Amid tensions along the South China Sea, the U.S. 3rd Fleet Pacific Surface Action Group has made its way into the disputed waters. The group has been nearby for the past three months, participating in a host of exercises with various allies in an effort to help maintain peace and stability in the region.
From the beginning, China has made it clear that it doesn’t appreciate U.S. presence along the South China Sea. The U.S. Department of Defense and President Barack Obama have longed maintained it will continue with its freedom of navigation exercise in the area with respect to the United Nations Convention on the Law of the Sea or UNCLOS. In response, China claimed that freedom of navigation does not extend to military vessels. Since the tensions started brewing this year, there have also been some incidents between the Chinese military and U.S. Navy.
Today, guided-missile destroyers USS Spruance (DDG 111), USS Momsen (DDG 92), and USS Decatur (DDG 73), with embarked Destroyer Squadron (CDS) 31 staff.

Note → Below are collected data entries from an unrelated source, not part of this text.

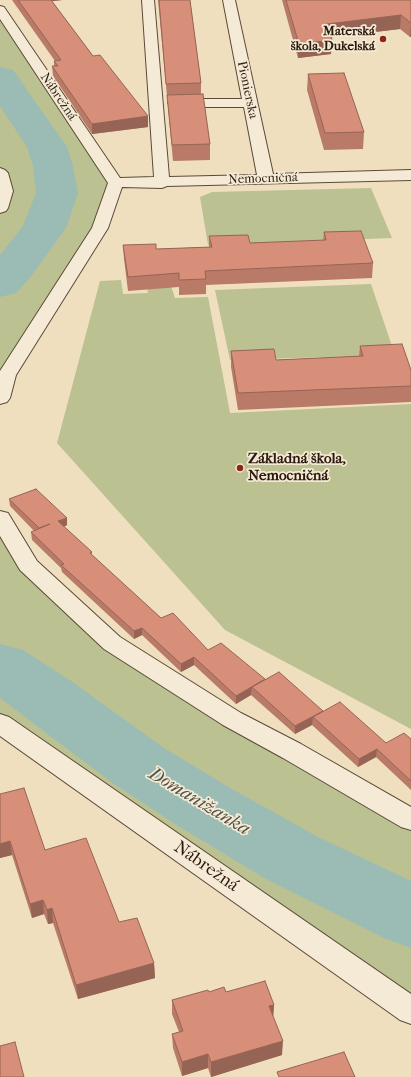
<!DOCTYPE html>
<html>
<head>
<meta charset="utf-8">
<style>
  body { margin:0 }
  canvas { display:block; background:#efdfbf }
</style>
</head>
<body>
<canvas width="411" height="1077"></canvas>
<script>
const ctx = document.querySelector('canvas').getContext('2d');
ctx.lineJoin = 'round';
function fill(path, color) {
  ctx.fillStyle = color;
  ctx.fill(path, 'evenodd');
}
function poly(rows) {
  const path = new Path2D();
  for (const r of rows) {
    path.moveTo(r[0], r[1]);
    for (let i = 2; i < r.length; i += 2) path.lineTo(r[i], r[i + 1]);
  }
  return path;
}
function trace(path, color, width, dash) {
  ctx.strokeStyle = color;
  ctx.lineWidth = width;
  ctx.lineCap = dash ? 'butt' : 'round';
  ctx.setLineDash(dash || []);
  ctx.stroke(path);
}
function label(font, color, halo, rows, align = 'center') {
  ctx.font = font + ' "IM FELL French Canon",serif';
  ctx.lineWidth = 3.5;
  ctx.setLineDash([]);
  ctx.textBaseline = 'middle';
  ctx.strokeStyle = halo;
  ctx.fillStyle = color;
  for (const [text, x, y, turn = 0] of rows) {
    ctx.save();
    ctx.translate(x, y);
    ctx.rotate((+turn || 0) * Math.PI / 180);
    ctx.textAlign = isNaN(turn) ? turn : align;
    if (halo) ctx.strokeText(text, 0, 0);
    ctx.fillText(text, 0, 0);
    ctx.restore();
  }
}
const green = poly([
  [0,10,116,183,100,228,0,398],
  [371,188,392,238,208,245,200,197,212,192],
  [121,280,123,294,148,293,147,287,171,286,175,298,208,297,230,413,411,404,411,729,225,630,57,443,100,281],
  [371,284,395,355,230,360,215,290],
  [0,518,28,565,112,643,411,820,411,1011,0,723]
]);
const river = poly([
  [0,67,13,70,67,147,73,166,78,193,66,228,32,275,16,293,0,297,0,255,23,226,36,193,33,166,27,147,0,106,0,67],
  [0,644,23,650,71,681,164,748,232,789,318,837,411,881,411,948,384,938,266,879,180,827,114,784,0,698,0,644]
]);
const minor = poly([
  [142,0,154,0,169,177,257,175,244,107,175,107,170,106,168,103,170,100,175,99,242,99,223,0,235,0,273,174,411,170,411,180,167,186,162,188,122,187,108,228,16,375,10,398,7,402,0,404,0,371,92,228,108,183,0,19,0,6,4,7,120,178,154,177,142,0],
  [0,168,5,170,8,173,13,191,8,208,6,211,0,213,0,168],
  [0,511,8,513,37,561,120,637,241,713,301,744,411,807,411,830,401,827,283,758,223,725,104,649,20,570,0,536,0,511],
  [0,714,9,717,411,994,411,1024,400,1020,0,736,0,714]
]);
const wall = poly([
  [12,0,62,0,52,1,93,56,148,127,92,134,53,76,52,66,54,66,54,61,55,61],
  [158,0,190,0,201,83,201,94,210,144,210,160,173,161],
  [282,0,411,0,411,37,410,37,400,29,331,37,331,54,298,58],
  [308,74,364,132,363,149,324,150,307,90],
  [324,232,373,263,372,278,206,285,206,294,179,295,179,287,128,291,124,259,123,245,156,249,209,247,209,236,250,243,323,241],
  [360,346,411,370,411,402,238,410,231,367,231,351,276,360,359,356],
  [9,499,67,518,67,525,64,527,92,552,92,555,161,618,208,650,323,711,386,743,411,739,411,790,376,757,358,767,312,725,295,734,251,695,236,704,194,665,181,672,142,635,134,639,62,572,61,568,32,540,31,532,34,531,10,506],
  [0,794,45,850,119,922,154,963,155,978,78,999,53,923,48,924,44,914,32,918,12,855,0,858],
  [209,992,226,992,274,1005,273,1017,282,1055,211,1077,208,1068,182,1076,173,1048,172,1034,179,1032,172,1014,172,1000]
]);
const shadedWall = poly([
  [46,0,62,0,46,2],
  [401,15,400,29,326,38,327,24],
  [411,23,411,37,410,37],
  [332,40,331,54,298,58,299,44],
  [148,116,148,127,92,134,92,124],
  [67,518,67,525,59,529,58,521],
  [142,628,142,635,134,639,134,631],
  [194,657,194,665,181,672,181,664],
  [252,687,251,695,236,704,236,696],
  [323,711,313,717,312,725,295,734,295,726],
  [377,749,376,757,358,767,359,759],
  [10,841,12,855,0,858,0,844],
  [43,900,44,914,32,918,30,904],
  [52,908,53,923,48,924,47,910],
  [154,963,155,978,78,999,76,985],
  [274,1005,273,1019,269,1006],
  [283,1041,282,1055,211,1077,211,1062],
  [208,1054,208,1068,182,1076,182,1062]
]);
const building = poly([
  [18,0,51,0,93,56,100,55,148,116,92,124,52,66,58,66,54,61,61,60,18,0],
  [159,0,190,0,201,83,166,84,159,0],
  [286,0,411,0,411,23,401,15,327,24,332,40,299,44,286,0],
  [344,73,364,132,325,133,308,74,344,73],
  [203,94,210,144,172,145,167,95,203,94],
  [361,231,373,263,205,271,206,279,179,280,179,273,128,277,123,245,156,244,156,249,212,247,209,236,248,235,250,243,326,240,324,232,361,231],
  [402,344,411,370,411,386,238,393,231,351,274,349,276,360,363,356,360,346,402,344],
  [36,489,67,518,58,521,92,552,90,553,161,618,173,613,208,650,221,643,265,679,236,696,194,657,181,664,142,628,134,631,61,565,64,564,31,532,50,524,39,528,9,499,36,489],
  [279,672,323,711,295,726,252,687,279,672],
  [340,702,386,743,404,733,411,739,411,781,377,749,359,759,313,717,340,702],
  [24,788,45,850,86,838,119,922,137,918,154,963,76,985,52,908,47,910,43,900,30,904,10,841,0,844,0,794,24,788],
  [265,981,274,1005,269,1006,283,1041,211,1062,208,1054,182,1062,172,1034,183,1031,172,1000,208,990,209,992,224,987,226,992,265,981],
  [15,1042,24,1077,0,1077,0,1046,15,1042],
  [344,1052,355,1077,279,1077,277,1072,344,1052]
]);
const markers = [
  [383,39,4,"#8f2418"],
  [240,468,4,"#8f2418"]
];
const farPoinames = [
  ["Materská",375,32],
  ["škola, Dukelská",375,47]
];
const farStreetnames = [
  ["Pionierska",247,90,78],
  ["Nábrežná",58,97,56],
  ["Nemocničná",263,179,-2]
];
const poiNames = [
  ["Základná škola,",248,459],
  ["Nemocničná",248,476]
];
const nearStreetnames = [
  ["Nábrežná",206,867,35]
];
const nearWaternames = [
  ["Domanižanka",199,802,31]
];
fill(green, '#bbc190');
fill(river, '#9abcb4');
trace(minor, '#5b4a39', 2);
fill(minor, '#f5ead5');
fill(wall, '#b97b68');
fill(shadedWall, '#966455');
fill(building, '#d78f79');
trace(building, '#966455', 1);
for (const [x, y, r, color] of markers) {
  const dot = new Path2D();
  dot.arc(x, y, r, 0, 2 * Math.PI);
  ctx.fillStyle = color;
  ctx.fill(dot);
  trace(dot, '#f5ead5', 1.5);
}
label('bold 13px', '#2a190c', '#f5ead5', farPoinames, 'right');
label('13px', '#2a190c', '#f5ead5', farStreetnames);
label('bold 15px', '#2a190c', '#f5ead5', poiNames, 'left');
label('18px', '#2a190c', '#f5ead5', nearStreetnames);
label('italic 19px', '#515247', '#f5ead5', nearWaternames);
</script>
</body>
</html>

It left Southern California back in April. Vice Adm. Nora Tyson, commander of the U.S. 3rd Fleet said, “This Surface Action Group continues to operate effectively throughout the Pacific and across the spectrum of missions they have been assigned.”
The group has been quite busy the past three months. For starters, Momsen and Decatur have been involved in a number of bilateral exercises with Japan, South Korea and France. Meanwhile, Spruance had taken part in the Oceania Maritime Security Initiative (OMSI) in the South China Sea. Among the initiative’s goals is increase the Coast Guard’s maritime domain awareness.
The U.S. Navy says it will continue to maintain a presence in the Indo Asia-Pacific region in order to “help preserve peace and security and to further partnership with friends and allies.”